Ethiopian Review

International Business Digest

Inflation and Real Wages

September 13th, 2009 at 11:52 am |

There is a pretty common myth about inflation. The myth goes that during times of inflation a workers purchasing power drops. This is said to happen because prices inflate (the cost of goods and services rise) and workers have to spend more to maintain
the same standard of living. This is not really the case. During periods of inflation workers raises generally rise at the same rate as inflation since they are, essentially, a price for a service. So although prices have risen, wages have risen and the same portion of a workers income is used to purchase the same amount of goods.

The parity between prices and inflation is known as something different altogether. Historically there have been periods where wages raise faster than the price of goods and periods when the price of goods raises faster than wages. The gap between these to rates is called the real wage rate. Now I know your asking yourself why this gap changes when I just told you that wages are prices and they should change at the same rate. This is a general rule of thumb but there are several factors that increase or decrease wages that do not always affect the cost of goods, such as automation and increased output per worker. If each worker can make more of the same thing for the same cost as before the worker can make more but the product will be priced the same.

Now in discussing the real wage rate there is a way to calculate a workers real wage. Their real wage is not how many dollars per hour they earn, but rather the amount of purchasing power they earn per hour (how much can they get for working that hour). To calculate this you must first take the consumer price index (the CPI). The CPI is an index of price which monitors the rise and fall of prices year by year. So by looking at the rise or fall in prices using the CPI from a base year until the current year, and wages from the same time frame we can calculate the real purchasing power of those wages. For example if workers wages rose ten percent over five years and the price index rose ten percent also we would be able to figure out that the workers purchasing power has not changed at all.

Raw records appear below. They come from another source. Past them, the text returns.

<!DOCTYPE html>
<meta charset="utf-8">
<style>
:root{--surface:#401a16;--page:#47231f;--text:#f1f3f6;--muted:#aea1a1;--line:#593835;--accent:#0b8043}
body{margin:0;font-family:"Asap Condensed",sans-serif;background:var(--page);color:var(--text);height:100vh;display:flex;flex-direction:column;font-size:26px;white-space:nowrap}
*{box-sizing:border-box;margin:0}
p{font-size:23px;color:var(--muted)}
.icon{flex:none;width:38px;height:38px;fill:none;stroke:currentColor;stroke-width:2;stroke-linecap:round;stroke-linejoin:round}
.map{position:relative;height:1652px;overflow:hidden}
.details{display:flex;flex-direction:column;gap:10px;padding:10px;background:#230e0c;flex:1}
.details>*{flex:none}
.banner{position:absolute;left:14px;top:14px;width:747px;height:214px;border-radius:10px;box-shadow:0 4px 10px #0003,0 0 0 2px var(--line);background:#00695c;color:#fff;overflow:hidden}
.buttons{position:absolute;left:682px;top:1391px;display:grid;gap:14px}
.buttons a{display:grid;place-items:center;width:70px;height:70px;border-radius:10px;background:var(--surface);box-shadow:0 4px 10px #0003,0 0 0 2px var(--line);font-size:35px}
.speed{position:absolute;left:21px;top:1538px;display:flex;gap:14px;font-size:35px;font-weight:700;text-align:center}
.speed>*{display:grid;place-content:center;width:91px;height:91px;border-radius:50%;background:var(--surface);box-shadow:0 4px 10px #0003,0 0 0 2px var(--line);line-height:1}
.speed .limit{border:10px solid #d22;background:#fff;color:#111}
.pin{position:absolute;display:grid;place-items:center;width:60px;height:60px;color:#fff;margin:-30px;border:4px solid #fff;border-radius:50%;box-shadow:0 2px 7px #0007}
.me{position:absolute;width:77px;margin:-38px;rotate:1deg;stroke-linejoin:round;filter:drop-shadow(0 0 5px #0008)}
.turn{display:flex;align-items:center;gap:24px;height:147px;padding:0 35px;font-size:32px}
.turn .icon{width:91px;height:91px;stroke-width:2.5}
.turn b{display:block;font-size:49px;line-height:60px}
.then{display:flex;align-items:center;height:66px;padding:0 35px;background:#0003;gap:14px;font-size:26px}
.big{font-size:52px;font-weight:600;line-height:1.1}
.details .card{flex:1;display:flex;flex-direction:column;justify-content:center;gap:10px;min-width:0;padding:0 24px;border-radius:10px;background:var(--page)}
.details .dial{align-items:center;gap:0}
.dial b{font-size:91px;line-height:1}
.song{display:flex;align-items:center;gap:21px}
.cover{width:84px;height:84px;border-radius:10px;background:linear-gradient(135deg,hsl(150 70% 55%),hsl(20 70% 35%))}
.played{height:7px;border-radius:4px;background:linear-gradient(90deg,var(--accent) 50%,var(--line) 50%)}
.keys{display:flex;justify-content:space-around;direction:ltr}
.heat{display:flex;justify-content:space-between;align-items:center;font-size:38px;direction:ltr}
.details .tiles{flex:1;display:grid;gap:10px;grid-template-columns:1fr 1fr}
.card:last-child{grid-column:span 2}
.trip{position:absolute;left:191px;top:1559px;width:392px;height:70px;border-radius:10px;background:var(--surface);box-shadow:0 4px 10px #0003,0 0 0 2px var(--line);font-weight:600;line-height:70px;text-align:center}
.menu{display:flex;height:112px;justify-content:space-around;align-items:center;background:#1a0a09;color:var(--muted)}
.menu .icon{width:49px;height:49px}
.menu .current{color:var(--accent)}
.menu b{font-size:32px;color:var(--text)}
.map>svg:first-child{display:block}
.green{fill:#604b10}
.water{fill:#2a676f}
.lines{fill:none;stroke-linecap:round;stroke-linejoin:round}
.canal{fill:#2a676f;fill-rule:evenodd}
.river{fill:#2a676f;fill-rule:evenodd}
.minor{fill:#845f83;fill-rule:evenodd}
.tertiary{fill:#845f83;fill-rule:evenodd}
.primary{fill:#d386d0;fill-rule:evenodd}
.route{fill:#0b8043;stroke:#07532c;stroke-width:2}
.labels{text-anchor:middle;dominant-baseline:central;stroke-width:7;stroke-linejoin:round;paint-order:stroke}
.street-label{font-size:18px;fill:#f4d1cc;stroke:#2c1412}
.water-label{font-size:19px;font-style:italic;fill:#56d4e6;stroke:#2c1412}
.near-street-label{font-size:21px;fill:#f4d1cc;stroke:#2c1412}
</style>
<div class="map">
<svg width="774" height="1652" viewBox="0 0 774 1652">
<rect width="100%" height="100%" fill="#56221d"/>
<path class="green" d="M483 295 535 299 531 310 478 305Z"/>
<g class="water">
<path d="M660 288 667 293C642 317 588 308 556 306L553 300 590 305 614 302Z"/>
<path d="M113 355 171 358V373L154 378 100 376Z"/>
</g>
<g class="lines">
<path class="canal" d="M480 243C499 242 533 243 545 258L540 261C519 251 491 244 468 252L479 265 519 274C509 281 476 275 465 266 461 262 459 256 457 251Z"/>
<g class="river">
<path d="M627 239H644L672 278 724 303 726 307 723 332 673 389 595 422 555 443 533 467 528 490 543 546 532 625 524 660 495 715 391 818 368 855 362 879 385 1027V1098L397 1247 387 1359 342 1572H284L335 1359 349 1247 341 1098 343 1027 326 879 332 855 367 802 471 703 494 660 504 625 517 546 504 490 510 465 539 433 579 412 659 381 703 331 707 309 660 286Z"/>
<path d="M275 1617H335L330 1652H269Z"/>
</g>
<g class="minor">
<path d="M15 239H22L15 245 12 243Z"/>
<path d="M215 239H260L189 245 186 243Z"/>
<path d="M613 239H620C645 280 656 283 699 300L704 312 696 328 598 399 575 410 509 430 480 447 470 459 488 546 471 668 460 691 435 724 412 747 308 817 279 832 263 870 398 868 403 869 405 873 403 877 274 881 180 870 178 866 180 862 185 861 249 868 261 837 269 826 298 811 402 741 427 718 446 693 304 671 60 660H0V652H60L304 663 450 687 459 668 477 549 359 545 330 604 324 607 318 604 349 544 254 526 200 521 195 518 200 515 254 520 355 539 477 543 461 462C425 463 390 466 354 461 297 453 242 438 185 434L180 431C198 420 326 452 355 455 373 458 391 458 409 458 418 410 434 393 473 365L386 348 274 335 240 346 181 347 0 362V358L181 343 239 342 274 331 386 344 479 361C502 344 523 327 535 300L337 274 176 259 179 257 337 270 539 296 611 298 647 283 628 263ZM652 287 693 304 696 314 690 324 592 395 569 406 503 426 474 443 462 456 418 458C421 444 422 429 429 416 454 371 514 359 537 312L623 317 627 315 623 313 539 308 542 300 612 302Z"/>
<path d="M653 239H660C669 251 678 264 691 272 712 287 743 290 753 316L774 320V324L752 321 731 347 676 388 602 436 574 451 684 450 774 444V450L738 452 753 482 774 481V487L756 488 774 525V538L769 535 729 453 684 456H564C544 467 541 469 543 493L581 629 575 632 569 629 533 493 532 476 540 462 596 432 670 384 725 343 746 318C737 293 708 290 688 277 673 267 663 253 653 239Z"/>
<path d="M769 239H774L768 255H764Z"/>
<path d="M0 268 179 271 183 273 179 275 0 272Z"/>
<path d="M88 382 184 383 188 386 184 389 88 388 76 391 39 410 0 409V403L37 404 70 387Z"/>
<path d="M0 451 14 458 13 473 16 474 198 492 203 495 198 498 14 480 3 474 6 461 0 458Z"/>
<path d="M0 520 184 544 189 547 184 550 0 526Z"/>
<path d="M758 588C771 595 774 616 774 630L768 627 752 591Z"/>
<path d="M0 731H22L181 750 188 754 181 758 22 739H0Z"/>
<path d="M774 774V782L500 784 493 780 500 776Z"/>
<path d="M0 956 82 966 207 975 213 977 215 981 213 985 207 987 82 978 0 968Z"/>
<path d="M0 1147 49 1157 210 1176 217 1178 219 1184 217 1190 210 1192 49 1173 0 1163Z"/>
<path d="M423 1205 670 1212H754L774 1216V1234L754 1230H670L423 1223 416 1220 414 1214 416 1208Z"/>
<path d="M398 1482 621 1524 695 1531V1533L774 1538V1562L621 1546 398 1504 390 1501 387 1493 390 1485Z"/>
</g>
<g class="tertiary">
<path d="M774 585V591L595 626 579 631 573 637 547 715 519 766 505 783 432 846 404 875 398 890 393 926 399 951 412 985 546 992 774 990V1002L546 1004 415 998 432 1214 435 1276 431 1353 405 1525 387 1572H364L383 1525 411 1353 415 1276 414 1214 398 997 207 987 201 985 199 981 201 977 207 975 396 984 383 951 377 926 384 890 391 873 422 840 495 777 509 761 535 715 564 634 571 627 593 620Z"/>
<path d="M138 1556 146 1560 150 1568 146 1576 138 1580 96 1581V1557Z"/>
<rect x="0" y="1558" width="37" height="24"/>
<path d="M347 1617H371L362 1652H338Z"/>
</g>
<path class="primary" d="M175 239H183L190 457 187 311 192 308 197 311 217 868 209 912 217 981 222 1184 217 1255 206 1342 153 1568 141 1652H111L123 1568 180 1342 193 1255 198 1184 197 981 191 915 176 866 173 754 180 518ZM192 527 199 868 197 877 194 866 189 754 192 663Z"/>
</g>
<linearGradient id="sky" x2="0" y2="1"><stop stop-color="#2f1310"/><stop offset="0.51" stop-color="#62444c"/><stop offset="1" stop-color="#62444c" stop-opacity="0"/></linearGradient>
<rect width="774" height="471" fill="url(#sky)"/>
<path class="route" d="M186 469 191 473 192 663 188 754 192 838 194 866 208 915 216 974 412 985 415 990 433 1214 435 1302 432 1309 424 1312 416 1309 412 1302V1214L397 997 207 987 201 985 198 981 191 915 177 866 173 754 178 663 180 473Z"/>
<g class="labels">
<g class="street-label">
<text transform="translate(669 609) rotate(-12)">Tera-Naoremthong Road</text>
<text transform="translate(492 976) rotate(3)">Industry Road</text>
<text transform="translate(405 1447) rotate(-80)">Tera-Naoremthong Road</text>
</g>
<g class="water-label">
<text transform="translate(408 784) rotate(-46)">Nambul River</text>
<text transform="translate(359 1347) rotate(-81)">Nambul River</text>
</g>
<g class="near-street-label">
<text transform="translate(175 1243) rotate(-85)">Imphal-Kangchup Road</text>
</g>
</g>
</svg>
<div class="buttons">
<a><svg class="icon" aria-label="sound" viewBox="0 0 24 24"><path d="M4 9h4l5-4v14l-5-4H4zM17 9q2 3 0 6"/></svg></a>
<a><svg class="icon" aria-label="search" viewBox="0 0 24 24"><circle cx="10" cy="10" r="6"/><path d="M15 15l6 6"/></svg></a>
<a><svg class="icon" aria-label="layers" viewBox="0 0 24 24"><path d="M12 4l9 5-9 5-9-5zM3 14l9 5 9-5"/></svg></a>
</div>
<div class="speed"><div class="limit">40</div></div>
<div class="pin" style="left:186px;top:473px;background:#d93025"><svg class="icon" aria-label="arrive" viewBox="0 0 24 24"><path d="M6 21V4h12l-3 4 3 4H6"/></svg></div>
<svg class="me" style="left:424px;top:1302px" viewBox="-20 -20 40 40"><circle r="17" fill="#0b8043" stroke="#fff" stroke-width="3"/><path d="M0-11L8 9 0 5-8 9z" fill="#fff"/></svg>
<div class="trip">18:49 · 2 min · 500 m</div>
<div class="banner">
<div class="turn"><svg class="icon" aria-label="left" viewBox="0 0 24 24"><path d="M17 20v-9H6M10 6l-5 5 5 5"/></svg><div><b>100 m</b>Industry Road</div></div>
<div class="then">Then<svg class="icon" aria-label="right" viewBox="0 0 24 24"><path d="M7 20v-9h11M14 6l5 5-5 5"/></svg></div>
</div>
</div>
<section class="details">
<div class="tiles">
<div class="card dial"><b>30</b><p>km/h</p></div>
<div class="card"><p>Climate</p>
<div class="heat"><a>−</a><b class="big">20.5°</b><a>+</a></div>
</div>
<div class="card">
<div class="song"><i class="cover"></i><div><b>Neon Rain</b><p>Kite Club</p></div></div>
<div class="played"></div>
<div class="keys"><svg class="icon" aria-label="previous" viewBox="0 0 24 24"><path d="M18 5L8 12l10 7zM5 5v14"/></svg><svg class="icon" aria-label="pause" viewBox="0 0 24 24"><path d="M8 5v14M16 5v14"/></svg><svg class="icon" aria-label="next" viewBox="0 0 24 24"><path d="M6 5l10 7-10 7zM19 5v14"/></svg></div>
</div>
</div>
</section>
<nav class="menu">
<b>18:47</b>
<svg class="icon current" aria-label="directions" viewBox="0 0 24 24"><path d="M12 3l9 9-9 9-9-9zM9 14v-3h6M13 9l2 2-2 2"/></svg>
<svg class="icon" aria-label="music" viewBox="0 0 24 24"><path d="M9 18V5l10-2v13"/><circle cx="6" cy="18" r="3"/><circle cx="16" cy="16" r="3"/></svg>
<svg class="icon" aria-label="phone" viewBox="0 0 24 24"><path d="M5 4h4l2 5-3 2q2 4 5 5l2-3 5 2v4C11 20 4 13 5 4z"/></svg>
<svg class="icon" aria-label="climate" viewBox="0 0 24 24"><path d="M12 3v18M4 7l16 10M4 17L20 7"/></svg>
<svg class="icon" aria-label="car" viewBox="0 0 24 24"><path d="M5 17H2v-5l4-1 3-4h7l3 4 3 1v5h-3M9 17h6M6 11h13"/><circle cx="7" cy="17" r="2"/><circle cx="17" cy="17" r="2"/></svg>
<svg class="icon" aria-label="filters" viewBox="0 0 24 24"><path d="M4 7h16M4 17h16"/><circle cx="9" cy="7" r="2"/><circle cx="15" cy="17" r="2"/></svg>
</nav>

Most people don’t look at this logically as they review their own wage increases. Most workers want to assume that they had earned their raises and view inflation as a separate entity which is taking extra money away from them. This is not
always true, many annual raises are considered cost of living raises. These are raises which are basically meant to keep a worker at the same purchasing power as they have been, and are not really meant to increase their earnings.